(Recorded data Opens)

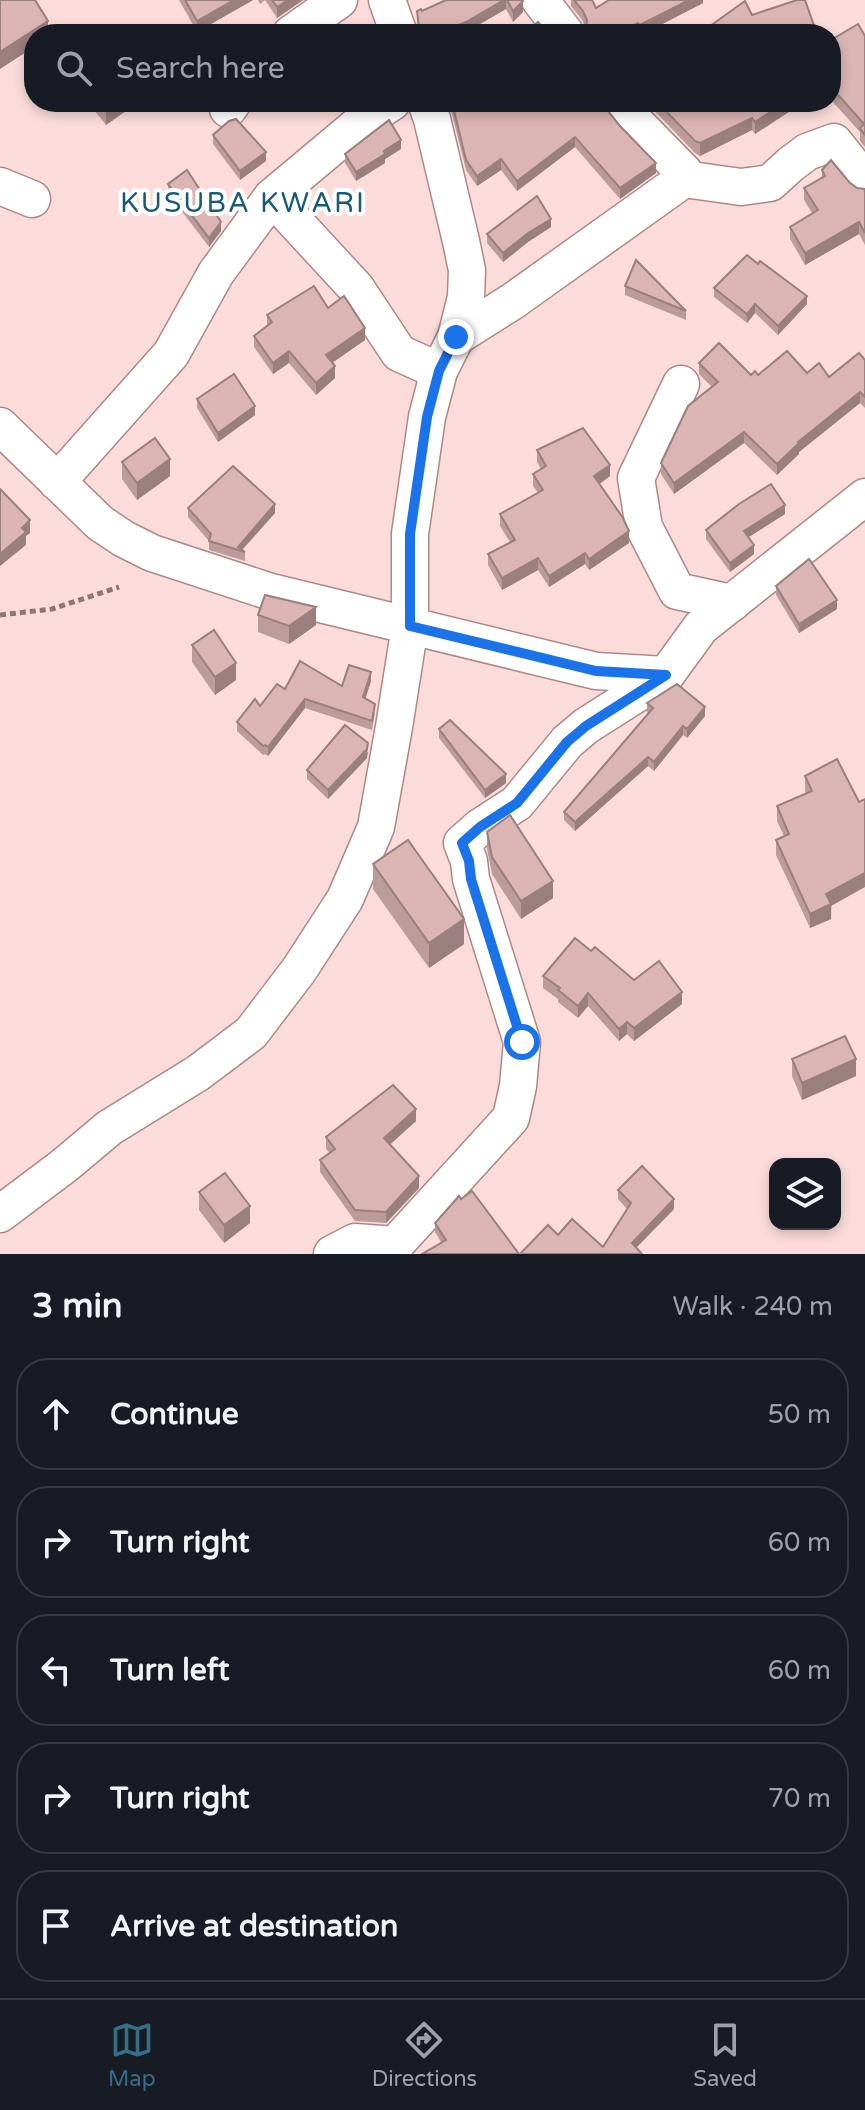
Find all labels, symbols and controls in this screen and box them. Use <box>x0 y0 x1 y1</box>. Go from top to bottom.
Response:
search box <box>24 24 841 112</box>
icon: search <box>52 46 96 90</box>
text: Search here <box>116 50 285 87</box>
district label: KUSUBA KWARI <box>120 186 366 220</box>
route end <box>438 319 474 355</box>
route start <box>504 1024 540 1060</box>
map controls <box>769 1158 841 1230</box>
button: layers <box>769 1158 841 1230</box>
text: 3 min <box>32 1286 123 1327</box>
text: Walk · 240 m <box>673 1291 833 1322</box>
icon: ahead <box>34 1392 78 1436</box>
text: Continue <box>110 1396 239 1433</box>
text: 50 m <box>768 1399 831 1430</box>
icon: right <box>34 1520 78 1564</box>
text: Turn right <box>110 1524 250 1561</box>
text: 60 m <box>768 1527 831 1558</box>
icon: left <box>34 1648 78 1692</box>
text: Turn left <box>110 1652 229 1689</box>
text: 60 m <box>768 1655 831 1686</box>
icon: right <box>34 1776 78 1820</box>
text: Turn right <box>110 1780 250 1817</box>
text: 70 m <box>768 1783 831 1814</box>
icon: arrive <box>34 1904 78 1948</box>
text: Arrive at destination <box>110 1908 398 1945</box>
tab: Map <box>108 2018 156 2092</box>
tab: Directions <box>372 2018 477 2092</box>
tab: Saved <box>693 2018 757 2092</box>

(Recorded data Closes)

What is expected: Could you return each entry word for word, with the images omitted?

Your response:
Find all labels, symbols and controls in this screen and box them. Use <box>x0 y0 x1 y1</box>. Go from top to bottom.
Response:
search box <box>24 24 841 112</box>
icon: search <box>52 46 96 90</box>
text: Search here <box>116 50 285 87</box>
district label: KUSUBA KWARI <box>120 186 366 220</box>
route end <box>438 319 474 355</box>
route start <box>504 1024 540 1060</box>
map controls <box>769 1158 841 1230</box>
button: layers <box>769 1158 841 1230</box>
text: 3 min <box>32 1286 123 1327</box>
text: Walk · 240 m <box>673 1291 833 1322</box>
icon: ahead <box>34 1392 78 1436</box>
text: Continue <box>110 1396 239 1433</box>
text: 50 m <box>768 1399 831 1430</box>
icon: right <box>34 1520 78 1564</box>
text: Turn right <box>110 1524 250 1561</box>
text: 60 m <box>768 1527 831 1558</box>
icon: left <box>34 1648 78 1692</box>
text: Turn left <box>110 1652 229 1689</box>
text: 60 m <box>768 1655 831 1686</box>
icon: right <box>34 1776 78 1820</box>
text: Turn right <box>110 1780 250 1817</box>
text: 70 m <box>768 1783 831 1814</box>
icon: arrive <box>34 1904 78 1948</box>
text: Arrive at destination <box>110 1908 398 1945</box>
tab: Map <box>108 2018 156 2092</box>
tab: Directions <box>372 2018 477 2092</box>
tab: Saved <box>693 2018 757 2092</box>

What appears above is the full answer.